Since Which? carried out the research, Russia’s invasion of Ukraine has increased the pressure on individual investors to consider where their money is going.

The wide range of ESG fund strategies can leave would-be and current investors perplexed. Of the 289 investors Which? surveyed, one fifth (21%) were unable to state their ESG fund/trust’s investment approach.

Which? research shows that expecting every investor to carry out a high level of due diligence is impractical. Among the ESG investors the consumer champion surveyed, a little under one fifth (18%) admitted that they did not try to access information about the fund’s ESG strategy before investing.

There is further evidence which suggests that investors do not carry out in depth research of their funds. For example, just eight per cent of investors in Which?’s survey read the annual reports, which are often the only place to find a fund’s full holdings listed.

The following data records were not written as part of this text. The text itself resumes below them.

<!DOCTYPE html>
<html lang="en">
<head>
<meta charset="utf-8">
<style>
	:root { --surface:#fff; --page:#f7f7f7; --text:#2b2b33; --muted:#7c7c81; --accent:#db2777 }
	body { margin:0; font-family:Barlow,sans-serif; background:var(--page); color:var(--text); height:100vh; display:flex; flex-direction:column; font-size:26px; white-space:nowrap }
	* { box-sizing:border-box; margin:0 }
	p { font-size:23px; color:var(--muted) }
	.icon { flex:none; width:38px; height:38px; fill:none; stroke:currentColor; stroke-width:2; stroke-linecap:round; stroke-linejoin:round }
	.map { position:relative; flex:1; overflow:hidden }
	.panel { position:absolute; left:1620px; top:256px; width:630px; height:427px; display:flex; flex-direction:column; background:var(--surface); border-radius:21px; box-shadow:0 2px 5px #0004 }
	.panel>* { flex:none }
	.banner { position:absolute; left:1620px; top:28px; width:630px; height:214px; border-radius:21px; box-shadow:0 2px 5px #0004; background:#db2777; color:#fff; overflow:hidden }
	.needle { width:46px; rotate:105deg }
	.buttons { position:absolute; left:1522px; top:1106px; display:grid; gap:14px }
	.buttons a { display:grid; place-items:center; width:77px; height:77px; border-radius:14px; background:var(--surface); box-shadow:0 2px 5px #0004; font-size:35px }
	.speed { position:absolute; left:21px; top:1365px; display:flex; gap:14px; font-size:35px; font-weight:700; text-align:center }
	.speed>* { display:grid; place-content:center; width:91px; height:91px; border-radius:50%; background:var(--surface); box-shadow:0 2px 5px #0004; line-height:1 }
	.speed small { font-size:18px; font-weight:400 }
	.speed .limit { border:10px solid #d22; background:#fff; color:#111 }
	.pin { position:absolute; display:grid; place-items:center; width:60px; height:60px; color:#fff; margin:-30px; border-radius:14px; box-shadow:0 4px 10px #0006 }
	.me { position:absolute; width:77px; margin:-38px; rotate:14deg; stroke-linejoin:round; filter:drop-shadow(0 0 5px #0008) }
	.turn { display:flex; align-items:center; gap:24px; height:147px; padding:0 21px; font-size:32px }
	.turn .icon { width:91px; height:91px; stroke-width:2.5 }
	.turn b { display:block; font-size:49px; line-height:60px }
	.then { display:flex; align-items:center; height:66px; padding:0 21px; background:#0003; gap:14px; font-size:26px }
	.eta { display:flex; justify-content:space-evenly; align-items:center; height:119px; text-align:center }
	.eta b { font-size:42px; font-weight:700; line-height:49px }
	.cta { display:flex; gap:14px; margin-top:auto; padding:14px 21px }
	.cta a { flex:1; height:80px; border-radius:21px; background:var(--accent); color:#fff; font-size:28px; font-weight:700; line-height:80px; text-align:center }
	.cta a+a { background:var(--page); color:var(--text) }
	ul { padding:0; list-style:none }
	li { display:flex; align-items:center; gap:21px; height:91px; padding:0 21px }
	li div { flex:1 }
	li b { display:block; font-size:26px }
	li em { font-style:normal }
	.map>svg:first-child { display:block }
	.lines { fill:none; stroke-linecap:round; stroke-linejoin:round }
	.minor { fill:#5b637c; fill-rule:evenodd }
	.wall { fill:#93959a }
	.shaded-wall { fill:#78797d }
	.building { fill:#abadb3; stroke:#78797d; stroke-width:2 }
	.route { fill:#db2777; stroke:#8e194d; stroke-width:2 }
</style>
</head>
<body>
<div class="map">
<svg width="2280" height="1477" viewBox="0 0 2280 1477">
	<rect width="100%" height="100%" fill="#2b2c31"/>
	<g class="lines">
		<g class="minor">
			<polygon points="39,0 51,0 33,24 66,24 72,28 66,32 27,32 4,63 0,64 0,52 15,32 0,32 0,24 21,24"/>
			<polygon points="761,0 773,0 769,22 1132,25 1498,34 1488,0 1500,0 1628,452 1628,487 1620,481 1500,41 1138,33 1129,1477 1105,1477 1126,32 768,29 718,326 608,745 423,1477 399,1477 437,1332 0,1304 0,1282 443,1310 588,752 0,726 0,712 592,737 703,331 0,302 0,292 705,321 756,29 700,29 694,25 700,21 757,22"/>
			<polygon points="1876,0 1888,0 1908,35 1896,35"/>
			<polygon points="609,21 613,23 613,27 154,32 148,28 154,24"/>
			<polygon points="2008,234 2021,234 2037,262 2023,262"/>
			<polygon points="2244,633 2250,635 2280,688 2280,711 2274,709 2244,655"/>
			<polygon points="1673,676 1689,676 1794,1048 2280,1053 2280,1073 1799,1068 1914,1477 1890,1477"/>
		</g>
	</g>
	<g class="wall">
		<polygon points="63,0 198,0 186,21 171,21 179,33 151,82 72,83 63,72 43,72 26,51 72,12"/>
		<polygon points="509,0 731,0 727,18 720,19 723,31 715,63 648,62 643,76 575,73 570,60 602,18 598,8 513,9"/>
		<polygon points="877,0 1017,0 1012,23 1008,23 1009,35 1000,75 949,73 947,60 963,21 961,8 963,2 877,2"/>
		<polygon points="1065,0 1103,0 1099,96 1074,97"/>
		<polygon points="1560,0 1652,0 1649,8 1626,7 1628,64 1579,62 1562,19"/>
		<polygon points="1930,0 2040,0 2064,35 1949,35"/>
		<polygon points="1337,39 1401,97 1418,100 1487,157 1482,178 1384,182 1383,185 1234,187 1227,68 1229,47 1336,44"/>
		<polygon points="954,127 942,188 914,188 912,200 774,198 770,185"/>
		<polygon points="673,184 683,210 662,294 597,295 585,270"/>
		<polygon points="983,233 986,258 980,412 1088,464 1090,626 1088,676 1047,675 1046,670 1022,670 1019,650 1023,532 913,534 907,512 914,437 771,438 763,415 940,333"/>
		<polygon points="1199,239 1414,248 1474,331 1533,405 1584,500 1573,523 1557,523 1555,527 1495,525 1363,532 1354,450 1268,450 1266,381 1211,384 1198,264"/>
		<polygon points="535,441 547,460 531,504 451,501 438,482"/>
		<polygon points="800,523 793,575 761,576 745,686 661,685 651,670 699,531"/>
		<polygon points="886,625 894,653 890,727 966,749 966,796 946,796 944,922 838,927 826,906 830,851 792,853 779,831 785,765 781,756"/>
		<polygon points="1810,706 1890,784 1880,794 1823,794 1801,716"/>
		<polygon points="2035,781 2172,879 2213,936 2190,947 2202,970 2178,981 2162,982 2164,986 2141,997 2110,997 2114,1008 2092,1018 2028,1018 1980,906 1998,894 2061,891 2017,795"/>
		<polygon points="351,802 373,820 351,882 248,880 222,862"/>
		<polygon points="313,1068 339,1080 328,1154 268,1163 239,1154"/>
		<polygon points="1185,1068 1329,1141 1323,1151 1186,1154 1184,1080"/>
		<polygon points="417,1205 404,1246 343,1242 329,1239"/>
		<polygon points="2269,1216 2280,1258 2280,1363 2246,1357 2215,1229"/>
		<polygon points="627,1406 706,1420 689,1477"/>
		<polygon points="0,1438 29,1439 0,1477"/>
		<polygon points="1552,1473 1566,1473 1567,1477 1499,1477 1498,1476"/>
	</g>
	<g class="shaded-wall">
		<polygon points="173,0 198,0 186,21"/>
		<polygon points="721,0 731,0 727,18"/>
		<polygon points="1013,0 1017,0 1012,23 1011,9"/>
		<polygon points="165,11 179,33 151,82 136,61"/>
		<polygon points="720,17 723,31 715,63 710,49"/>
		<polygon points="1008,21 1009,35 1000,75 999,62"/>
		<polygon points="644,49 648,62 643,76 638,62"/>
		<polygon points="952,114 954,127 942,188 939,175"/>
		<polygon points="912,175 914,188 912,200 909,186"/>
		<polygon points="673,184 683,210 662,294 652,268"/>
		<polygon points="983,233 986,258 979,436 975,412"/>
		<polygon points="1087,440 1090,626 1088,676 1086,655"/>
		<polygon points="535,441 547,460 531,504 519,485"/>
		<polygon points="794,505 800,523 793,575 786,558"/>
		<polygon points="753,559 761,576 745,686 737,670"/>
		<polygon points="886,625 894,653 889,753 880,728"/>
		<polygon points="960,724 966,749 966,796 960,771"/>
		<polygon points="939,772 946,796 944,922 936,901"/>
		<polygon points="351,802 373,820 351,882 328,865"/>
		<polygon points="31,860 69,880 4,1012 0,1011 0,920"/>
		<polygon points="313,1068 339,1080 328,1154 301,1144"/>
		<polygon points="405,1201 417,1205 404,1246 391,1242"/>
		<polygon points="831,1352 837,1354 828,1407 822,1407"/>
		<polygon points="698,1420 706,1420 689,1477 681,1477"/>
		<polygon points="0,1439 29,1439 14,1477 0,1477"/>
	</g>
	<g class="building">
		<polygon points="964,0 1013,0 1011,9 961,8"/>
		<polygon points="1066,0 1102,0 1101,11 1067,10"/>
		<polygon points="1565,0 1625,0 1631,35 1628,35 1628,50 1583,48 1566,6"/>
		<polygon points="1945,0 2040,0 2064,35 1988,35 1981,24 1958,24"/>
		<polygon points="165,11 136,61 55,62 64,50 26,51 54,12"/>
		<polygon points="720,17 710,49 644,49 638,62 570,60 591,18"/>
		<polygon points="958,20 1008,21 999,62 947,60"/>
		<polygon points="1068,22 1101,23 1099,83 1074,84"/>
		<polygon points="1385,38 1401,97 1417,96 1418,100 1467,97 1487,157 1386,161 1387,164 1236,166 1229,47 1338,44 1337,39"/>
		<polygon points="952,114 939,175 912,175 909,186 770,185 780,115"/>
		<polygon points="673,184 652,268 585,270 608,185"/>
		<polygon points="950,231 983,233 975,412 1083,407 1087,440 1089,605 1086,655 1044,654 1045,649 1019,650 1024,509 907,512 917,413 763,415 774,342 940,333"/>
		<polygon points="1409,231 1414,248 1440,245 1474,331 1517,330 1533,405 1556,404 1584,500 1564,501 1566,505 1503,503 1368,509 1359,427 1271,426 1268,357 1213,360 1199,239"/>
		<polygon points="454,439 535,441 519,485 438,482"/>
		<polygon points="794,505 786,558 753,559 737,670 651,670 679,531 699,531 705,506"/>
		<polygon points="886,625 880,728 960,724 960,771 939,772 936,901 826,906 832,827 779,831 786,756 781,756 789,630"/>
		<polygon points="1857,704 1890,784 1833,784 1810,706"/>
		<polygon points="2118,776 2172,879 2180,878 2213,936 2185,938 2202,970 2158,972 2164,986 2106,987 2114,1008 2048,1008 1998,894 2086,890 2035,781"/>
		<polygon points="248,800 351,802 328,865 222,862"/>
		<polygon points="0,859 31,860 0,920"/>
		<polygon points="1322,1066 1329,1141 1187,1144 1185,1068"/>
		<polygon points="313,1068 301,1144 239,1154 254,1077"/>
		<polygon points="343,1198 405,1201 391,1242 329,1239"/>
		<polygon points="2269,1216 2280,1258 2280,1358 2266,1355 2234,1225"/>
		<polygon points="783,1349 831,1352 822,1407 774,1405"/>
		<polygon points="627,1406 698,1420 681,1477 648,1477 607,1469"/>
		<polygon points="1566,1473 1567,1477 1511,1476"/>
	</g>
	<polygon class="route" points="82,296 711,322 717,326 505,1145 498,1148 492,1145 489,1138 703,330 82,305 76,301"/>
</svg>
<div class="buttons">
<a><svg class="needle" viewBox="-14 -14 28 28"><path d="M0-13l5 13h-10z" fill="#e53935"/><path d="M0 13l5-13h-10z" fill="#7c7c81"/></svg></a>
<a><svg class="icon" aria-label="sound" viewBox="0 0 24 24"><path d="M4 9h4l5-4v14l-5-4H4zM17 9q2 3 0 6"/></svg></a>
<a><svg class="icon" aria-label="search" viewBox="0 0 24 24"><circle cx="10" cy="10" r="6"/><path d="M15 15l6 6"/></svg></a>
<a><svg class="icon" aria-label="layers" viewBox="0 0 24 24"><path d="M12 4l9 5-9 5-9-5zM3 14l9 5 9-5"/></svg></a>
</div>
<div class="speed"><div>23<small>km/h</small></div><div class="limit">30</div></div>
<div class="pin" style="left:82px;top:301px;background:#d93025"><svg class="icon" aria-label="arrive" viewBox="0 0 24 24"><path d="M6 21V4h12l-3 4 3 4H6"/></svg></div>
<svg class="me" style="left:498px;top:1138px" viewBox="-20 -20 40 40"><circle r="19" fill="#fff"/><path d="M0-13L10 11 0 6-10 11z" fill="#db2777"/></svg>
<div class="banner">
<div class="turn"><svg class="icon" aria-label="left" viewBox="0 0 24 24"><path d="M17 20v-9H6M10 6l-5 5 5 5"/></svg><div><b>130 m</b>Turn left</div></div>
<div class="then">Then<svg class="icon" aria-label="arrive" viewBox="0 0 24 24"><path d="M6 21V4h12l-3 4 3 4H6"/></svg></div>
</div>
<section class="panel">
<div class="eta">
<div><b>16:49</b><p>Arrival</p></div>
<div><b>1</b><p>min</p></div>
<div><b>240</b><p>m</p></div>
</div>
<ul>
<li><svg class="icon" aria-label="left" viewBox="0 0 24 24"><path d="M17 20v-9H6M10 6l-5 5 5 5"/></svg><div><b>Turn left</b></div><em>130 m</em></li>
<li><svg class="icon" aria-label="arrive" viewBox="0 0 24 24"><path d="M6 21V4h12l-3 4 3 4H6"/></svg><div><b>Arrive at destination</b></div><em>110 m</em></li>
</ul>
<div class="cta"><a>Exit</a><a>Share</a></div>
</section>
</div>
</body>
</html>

The Financial Conduct Authority (FCA) has taken steps to standardise ESG definitions. However, without standardised labels and minimum standards, the onus still falls on investors to spot greenwashing.

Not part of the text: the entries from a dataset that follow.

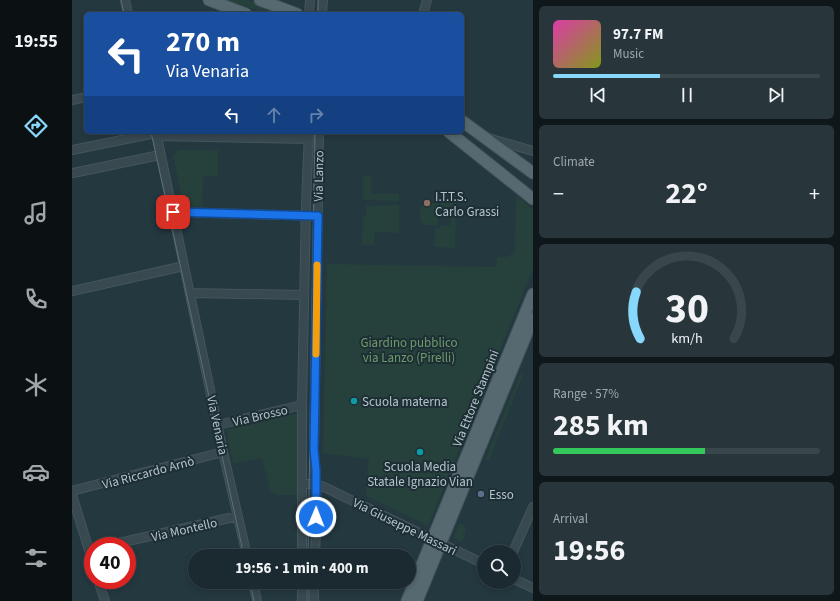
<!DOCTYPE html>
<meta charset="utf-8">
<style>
:root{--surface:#1b2a30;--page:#28363c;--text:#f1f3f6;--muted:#a0a7ab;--line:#39464c;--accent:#87d8fc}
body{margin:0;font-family:"Source Sans 3",sans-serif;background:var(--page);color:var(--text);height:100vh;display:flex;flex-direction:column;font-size:15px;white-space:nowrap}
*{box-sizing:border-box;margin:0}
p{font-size:13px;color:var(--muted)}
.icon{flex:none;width:22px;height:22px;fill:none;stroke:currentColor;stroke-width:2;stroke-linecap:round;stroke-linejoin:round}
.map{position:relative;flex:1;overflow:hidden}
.details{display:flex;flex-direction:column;gap:6px;padding:6px;background:#0f171a;width:307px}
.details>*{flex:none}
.banner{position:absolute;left:12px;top:12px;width:380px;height:122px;border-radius:6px;box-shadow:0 2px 6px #0003,0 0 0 1px var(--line);background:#1a4fa0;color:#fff;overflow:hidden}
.buttons{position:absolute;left:405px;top:545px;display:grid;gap:8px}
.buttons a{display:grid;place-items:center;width:44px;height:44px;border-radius:50%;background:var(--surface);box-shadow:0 2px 6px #0003,0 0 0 1px var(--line);font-size:20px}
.speed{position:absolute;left:12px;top:537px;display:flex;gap:8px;font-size:20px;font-weight:700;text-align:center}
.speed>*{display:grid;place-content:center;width:52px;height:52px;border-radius:50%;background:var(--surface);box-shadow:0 2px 6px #0003,0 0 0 1px var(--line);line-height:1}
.speed .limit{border:6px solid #d22;background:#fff;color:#111}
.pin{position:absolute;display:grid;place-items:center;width:34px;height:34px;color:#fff;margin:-17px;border-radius:8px;box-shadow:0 2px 6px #0006}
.me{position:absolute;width:44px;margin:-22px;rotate:1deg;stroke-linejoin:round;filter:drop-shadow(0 0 3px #0008)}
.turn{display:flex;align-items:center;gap:14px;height:84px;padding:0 16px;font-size:18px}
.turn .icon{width:52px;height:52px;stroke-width:2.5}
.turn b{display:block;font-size:28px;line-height:34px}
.lanes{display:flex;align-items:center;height:38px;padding:0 16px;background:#0003;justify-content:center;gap:20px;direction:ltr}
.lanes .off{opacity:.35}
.big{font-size:30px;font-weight:700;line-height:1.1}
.details .tile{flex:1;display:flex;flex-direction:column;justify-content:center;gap:6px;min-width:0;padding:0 14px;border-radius:6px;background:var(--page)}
.details .dial{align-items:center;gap:0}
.dial svg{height:104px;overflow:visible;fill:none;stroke:var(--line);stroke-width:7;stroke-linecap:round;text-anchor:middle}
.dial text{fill:var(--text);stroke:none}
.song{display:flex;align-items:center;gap:12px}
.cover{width:48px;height:48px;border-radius:6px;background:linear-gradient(135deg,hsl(320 70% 55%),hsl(70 70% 35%))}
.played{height:4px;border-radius:2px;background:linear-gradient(90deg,var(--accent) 40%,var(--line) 40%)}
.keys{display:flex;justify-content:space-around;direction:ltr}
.heat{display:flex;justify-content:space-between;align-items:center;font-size:22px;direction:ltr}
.charge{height:6px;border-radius:3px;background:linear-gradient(90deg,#34c759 57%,var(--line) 0)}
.trip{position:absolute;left:116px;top:549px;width:228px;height:40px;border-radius:20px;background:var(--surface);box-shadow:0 2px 6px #0003,0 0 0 1px var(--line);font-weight:700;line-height:40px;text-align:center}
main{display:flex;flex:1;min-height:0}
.tabs{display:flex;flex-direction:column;width:72px;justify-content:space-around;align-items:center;background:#0b1113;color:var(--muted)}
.tabs .icon{width:28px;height:28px}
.tabs .active{color:var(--accent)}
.tabs b{font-size:18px;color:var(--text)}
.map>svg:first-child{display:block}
</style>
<main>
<nav class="tabs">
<b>19:55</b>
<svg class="icon active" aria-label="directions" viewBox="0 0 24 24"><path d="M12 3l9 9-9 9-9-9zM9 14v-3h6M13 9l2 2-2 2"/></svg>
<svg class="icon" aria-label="music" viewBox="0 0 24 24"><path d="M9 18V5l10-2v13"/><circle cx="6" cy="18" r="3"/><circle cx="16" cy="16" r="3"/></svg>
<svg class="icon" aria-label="phone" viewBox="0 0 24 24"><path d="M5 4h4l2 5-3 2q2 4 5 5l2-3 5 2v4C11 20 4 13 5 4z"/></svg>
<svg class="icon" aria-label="climate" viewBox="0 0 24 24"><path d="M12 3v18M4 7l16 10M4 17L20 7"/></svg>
<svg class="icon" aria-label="car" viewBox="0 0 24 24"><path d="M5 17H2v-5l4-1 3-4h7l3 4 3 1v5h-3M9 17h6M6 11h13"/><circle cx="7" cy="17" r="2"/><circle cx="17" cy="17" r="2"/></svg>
<svg class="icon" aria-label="filters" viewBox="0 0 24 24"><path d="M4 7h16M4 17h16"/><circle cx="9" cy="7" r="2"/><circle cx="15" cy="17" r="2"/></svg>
</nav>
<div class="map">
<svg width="461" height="601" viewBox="0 0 461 601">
<rect width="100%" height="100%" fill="#243840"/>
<!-- green -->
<path fill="#26413c" d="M153,0H176L213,14H198Z
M106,150H146V176H131L130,206H112L101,156Z
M291,176H299V194H327V201L291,200Z
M445,196L461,209V269L356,526L294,496L297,459L251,453L255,264L424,267L425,257H435L443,252L444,198Z
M369,201L384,202L383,248L362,247L363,229H368V226H378L379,219L369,218Z
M352,203H366V225H352L348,220V208Z
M327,205V233L303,232L302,245H290L291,217H294V206Z
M448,374L451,375L421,450L420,455L417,460H413Z
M227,413L226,495H205L204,493L199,494L190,458L161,464L154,430Z
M388,523L392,526L394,530L390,542L381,538Z"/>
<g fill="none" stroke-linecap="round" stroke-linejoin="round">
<!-- minor casing -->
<g stroke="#44555c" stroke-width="10">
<path id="minor" d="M53,0L56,14
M237,14L238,0
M250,14L251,0
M351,14L355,0
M0,100L14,97
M84,132L151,452L175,556
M85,136L237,139
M416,138L461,151
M0,150L84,133
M1,173L88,155
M101,212L246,216
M0,291L112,266
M118,293L232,295
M146,425L230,405
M230,484H244L252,487L412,564
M0,491L151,452
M0,495L21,563
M34,546L166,516
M441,552L461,507
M230,556V405L234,204L237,132
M243,556L245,501L242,450L247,132
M442,579L461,588
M26,580L33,601
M181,582L185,601
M230,601V582
M242,601V582"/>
</g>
<!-- major casing -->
<g stroke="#44555c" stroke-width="13">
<path id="major" d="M137,0L174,14
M188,0L225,14
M390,121L461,173
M377,132L461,199
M335,601L461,294
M345,601L461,318"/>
</g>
<!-- minor -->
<use href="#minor" stroke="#384950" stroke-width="8"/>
<!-- major -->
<use href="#major" stroke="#566970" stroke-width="11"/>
<!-- tram -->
<path stroke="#5a6f77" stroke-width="1" d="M49,0L52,14
M246,14V0
M79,132L172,556
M236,556L243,132
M178,582L182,601
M236,601V582"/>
</g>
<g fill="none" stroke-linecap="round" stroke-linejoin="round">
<!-- route casing -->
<g stroke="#114b97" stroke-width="10">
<path id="route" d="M101,212L246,216L242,450L244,470V517"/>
</g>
<!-- route -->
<use href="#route" stroke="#1a73e8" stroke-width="7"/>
<!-- slow -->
<path stroke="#f59e0b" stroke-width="7" d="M244,354L245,265"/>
</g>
<!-- markers -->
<circle fill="#8d6e63" stroke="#1d2e35" stroke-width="1.5" cx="355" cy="203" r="4"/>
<g fill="#0f9aa8" stroke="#1d2e35" stroke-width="1.5">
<circle cx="282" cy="401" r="4"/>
<circle cx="348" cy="452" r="4"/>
</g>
<circle fill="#5c6f8a" stroke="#1d2e35" stroke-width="1.5" cx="409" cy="494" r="4"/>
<g text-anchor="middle" stroke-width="4" stroke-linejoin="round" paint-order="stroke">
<!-- street labels -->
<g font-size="13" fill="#b4c4ca" stroke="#1d2e35">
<text transform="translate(246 176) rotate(-89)" y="5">Via Lanzo</text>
<text transform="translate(403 398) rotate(-68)" y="5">Via Ettore Stampini</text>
<text transform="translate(188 415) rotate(-13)" y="5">Via Brosso</text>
<text transform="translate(146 425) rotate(78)" y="5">Via Venaria</text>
<text transform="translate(76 472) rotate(-15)" y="5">Via Riccardo Arnò</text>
<text transform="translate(333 526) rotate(26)" y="5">Via Giuseppe Massari</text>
<text transform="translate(112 529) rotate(-13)" y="5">Via Montello</text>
</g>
<!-- poi labels -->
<g font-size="13" fill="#b4c4ca" stroke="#1d2e35" text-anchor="start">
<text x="363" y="201">I.T.T.S.<tspan x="363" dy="15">Carlo Grassi</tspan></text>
<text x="290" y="406">Scuola materna</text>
<text x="348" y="471" text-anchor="middle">Scuola Media<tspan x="348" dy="15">Statale Ignazio Vian</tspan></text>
<text x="417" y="499">Esso</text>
</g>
<!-- park labels -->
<g font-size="13" fill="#6e9c6a" stroke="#1d2e35">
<text x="337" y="347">Giardino pubblico<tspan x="337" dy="15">via Lanzo (Pirelli)</tspan></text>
</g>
</g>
</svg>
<div class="buttons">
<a><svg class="icon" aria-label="search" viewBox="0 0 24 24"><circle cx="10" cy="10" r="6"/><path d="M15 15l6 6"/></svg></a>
</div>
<div class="speed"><div class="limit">40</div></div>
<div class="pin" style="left:101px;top:212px;background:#d93025"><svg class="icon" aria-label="arrive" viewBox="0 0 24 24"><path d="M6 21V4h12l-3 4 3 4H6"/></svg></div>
<svg class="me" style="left:244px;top:517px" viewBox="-20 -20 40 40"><circle r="17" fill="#1a73e8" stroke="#fff" stroke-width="3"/><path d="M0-11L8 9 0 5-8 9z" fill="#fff"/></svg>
<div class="trip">19:56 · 1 min · 400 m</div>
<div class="banner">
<div class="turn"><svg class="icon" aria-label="left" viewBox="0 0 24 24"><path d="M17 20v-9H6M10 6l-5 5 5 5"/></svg><div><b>270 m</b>Via Venaria</div></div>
<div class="lanes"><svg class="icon" aria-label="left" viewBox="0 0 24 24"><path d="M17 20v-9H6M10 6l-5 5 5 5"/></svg><svg class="icon off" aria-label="ahead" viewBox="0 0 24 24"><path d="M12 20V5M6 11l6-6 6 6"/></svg><svg class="icon off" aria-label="right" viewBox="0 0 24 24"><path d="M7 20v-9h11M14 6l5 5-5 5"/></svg></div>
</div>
</div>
<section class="details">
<div class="tile">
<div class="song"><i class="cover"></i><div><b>97.7 FM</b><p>Music</p></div></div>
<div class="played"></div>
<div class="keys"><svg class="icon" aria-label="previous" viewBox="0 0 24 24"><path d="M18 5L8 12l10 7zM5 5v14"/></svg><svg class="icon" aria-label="pause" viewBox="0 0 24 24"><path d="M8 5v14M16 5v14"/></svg><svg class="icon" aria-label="next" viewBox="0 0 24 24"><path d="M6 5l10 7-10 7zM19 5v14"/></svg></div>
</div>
<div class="tile"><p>Climate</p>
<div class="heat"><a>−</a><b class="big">22°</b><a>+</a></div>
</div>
<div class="tile dial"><svg viewBox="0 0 100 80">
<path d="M14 69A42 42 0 1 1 86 69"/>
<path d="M14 69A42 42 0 0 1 11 33" stroke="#87d8fc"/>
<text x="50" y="56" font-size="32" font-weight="700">30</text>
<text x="50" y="72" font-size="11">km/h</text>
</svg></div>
<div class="tile"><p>Range · 57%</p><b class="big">285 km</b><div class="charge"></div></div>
<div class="tile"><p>Arrival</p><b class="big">19:56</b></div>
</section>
</main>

When Which? presented investors with new labels for sustainable investment funds, proposed by the FCA, most said they understood the labels – but a fifth (20%) said they did not understand most of them. Eight per cent said they did not understand any of the proposed labels.

The majority (69%) of investors said they would be in favour of minimum standards for what makes an investment an ESG.

As part of its ESG strategy, the FCA also plans to require intermediaries to take sustainability issues into account when advising clients. Only 17 per cent of people said their financial adviser had initiated a conversation about sustainable investments, Which? found in a separate survey of 4,989 of its members.

Jenny Ross, Which? Money Editor, said:

“Investors want to know that when they put their money into ESG investments, they’re investing in a more sustainable future, but this research suggests something quite different.

“We found that many such funds are falling short of investors’ expectations, which could leave some customers shocked by the companies and industries they are unknowingly backing.

“To help investors make more informed decisions, there must be transparent information for ESG funds, to prevent conscientious consumers from putting their money into funds that don’t do what they say on the tin.”